In many ways, it reminded me a little of "A Million Little Things", where suicide becomes a sort of Pandora’s Box to exposing a scandal, which has a ripple effect on the lives of several close-knit friends.
That said, "Still Breathing" is unique with its storytelling. I cannot even begin to tell you how impressed I was by the first episode.
Sadly, this column had to be written before I could catch the second episode last night. So by the time, you read this, you will: a) know a little more b) be able to binge on two episodes if you missed it.
"Still Breathing" looks at how the death of one person can be a devastating blow to their loved ones and friends, who all grieve differently. More so, when it reveals an affair that marks an unforgivable act of betrayal among a close group of friends.
Trent (Brendan Pollecutt) is as suave as they come. Well-heeled, he is a charmer of note. Married to Abi (Kate Liquorish), the couple have been trying to conceive. Abi wants the perfect family. But every attempt to get pregnant has been unsuccessful.

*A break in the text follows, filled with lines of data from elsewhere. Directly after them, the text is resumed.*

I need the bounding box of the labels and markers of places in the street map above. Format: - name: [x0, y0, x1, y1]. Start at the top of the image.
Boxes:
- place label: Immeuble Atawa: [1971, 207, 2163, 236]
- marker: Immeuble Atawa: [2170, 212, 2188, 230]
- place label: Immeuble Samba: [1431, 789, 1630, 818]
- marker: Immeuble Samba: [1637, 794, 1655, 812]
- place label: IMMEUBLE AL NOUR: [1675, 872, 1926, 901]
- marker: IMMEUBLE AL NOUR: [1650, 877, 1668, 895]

Abi is consoled by her sister Jessica (Tiffany Barbuzano) and their close friend Candice (Shannon Esra), who works closely with Trent.

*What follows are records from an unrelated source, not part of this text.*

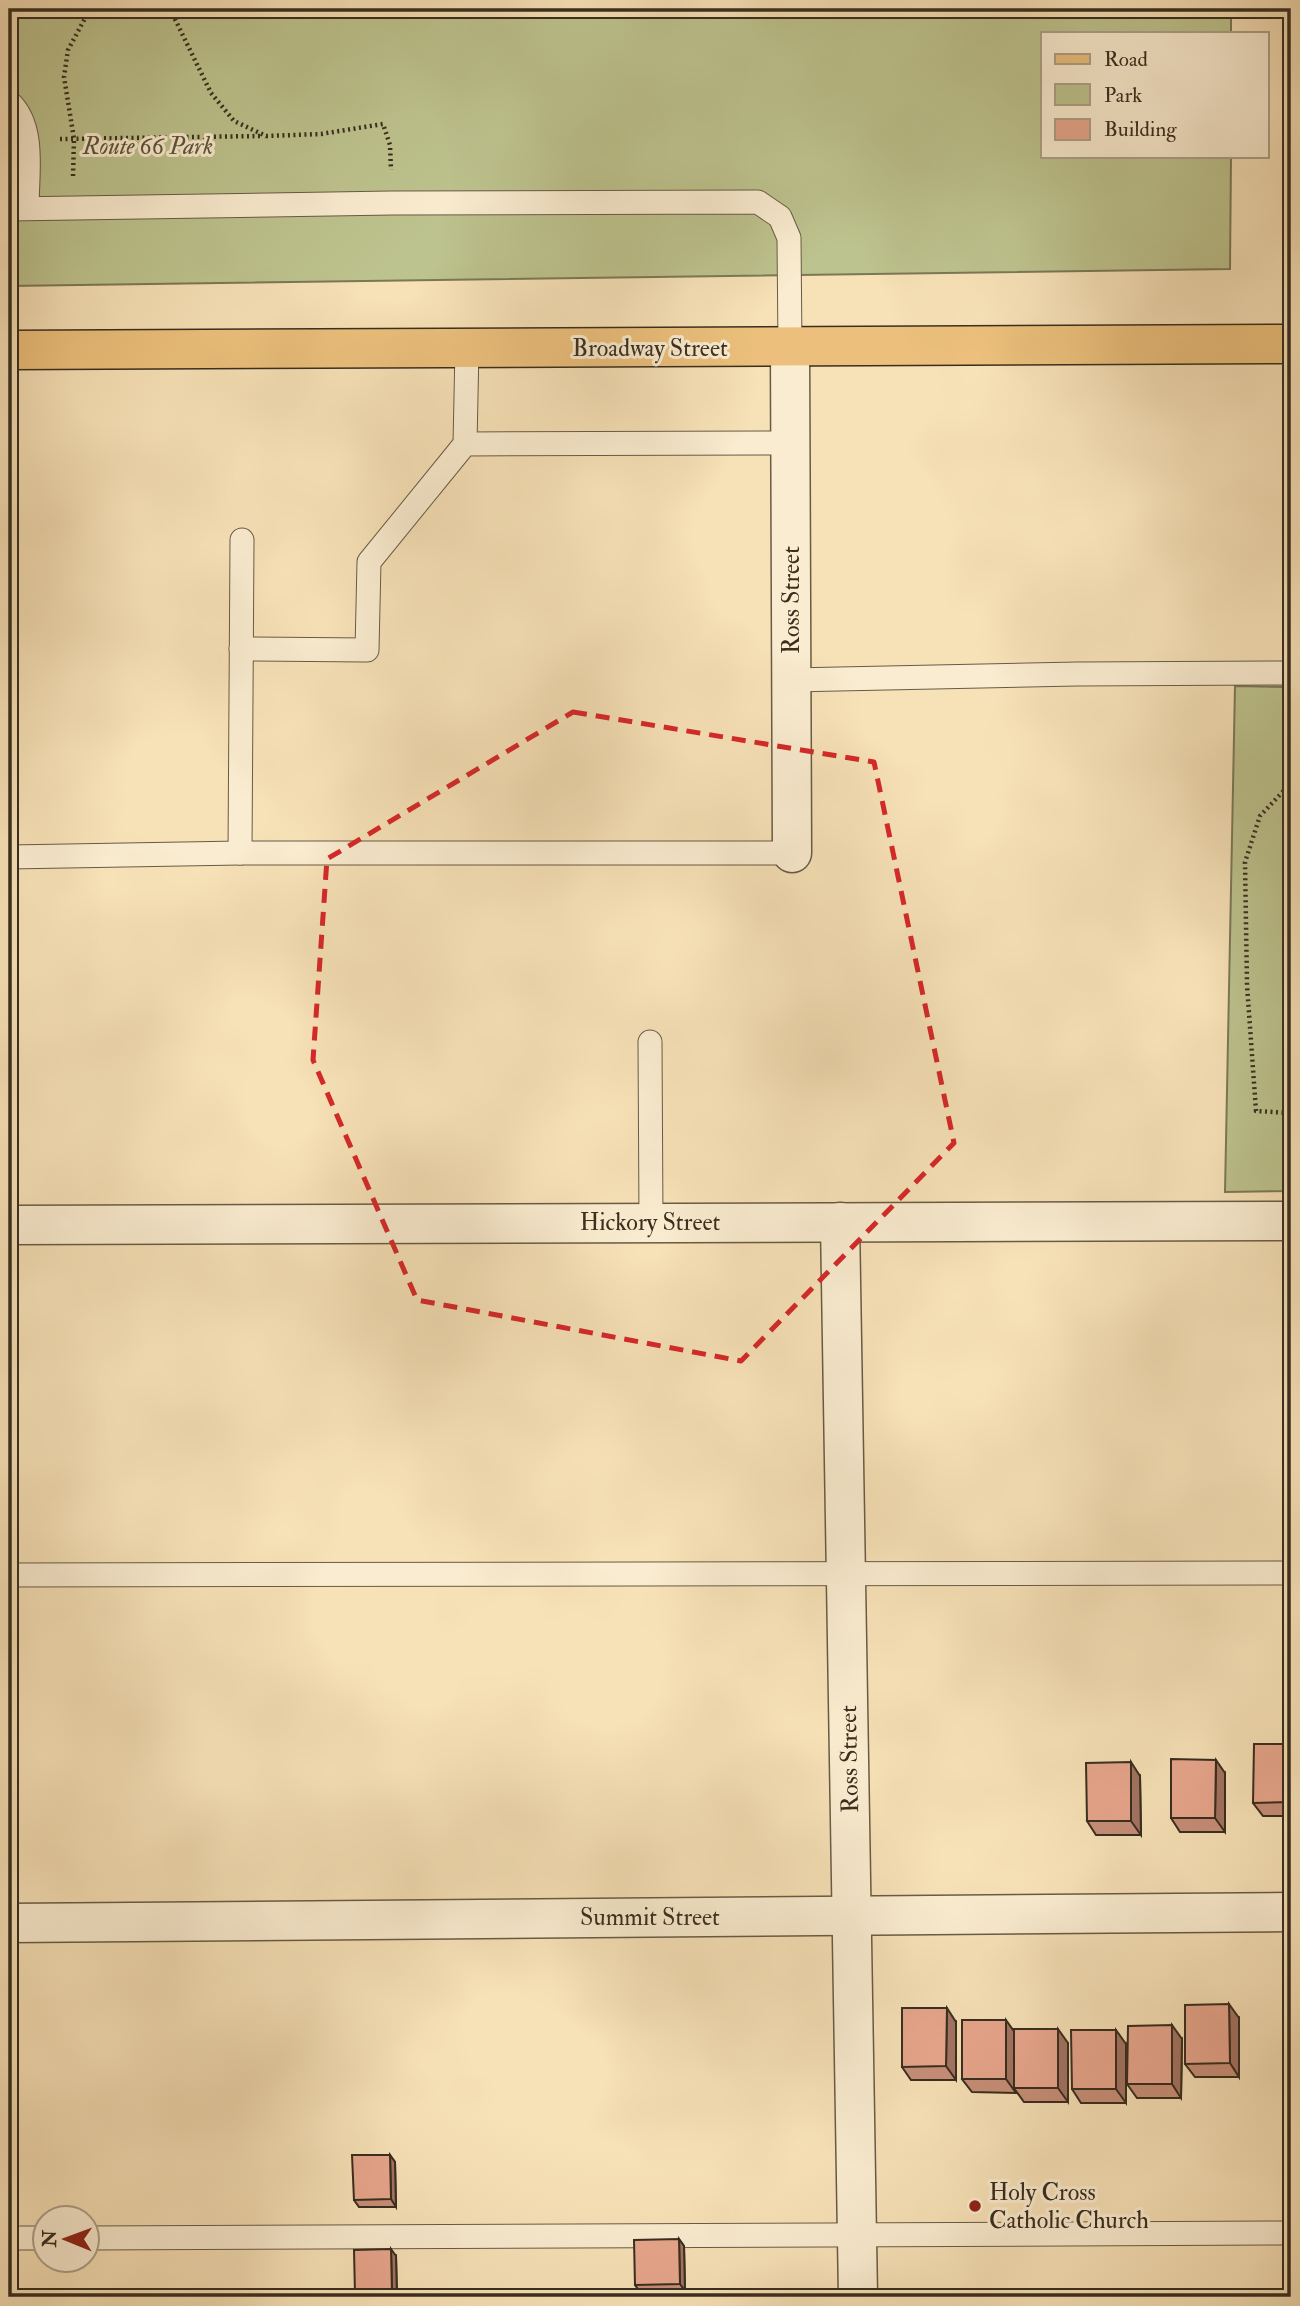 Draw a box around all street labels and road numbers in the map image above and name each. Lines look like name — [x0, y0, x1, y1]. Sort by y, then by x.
street label: Broadway Street — [572, 333, 728, 364]
street label: Ross Street — [776, 546, 807, 654]
street label: Hickory Street — [580, 1207, 721, 1238]
street label: Ross Street — [833, 1705, 866, 1813]
street label: Summit Street — [580, 1902, 720, 1933]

Then there is Danny (Brandon Auret), Jessica’s henpecked husband. Jessica, a former wild child, and Danny were high school sweethearts. They now have three kids and the spark seems to have gone from their marriage as they deal with dysfunctional family issues. With Helen (Abi and Jessica’s mother), played by Michèle Maxwell, suffering from dementia, the sisters are coping as best they can.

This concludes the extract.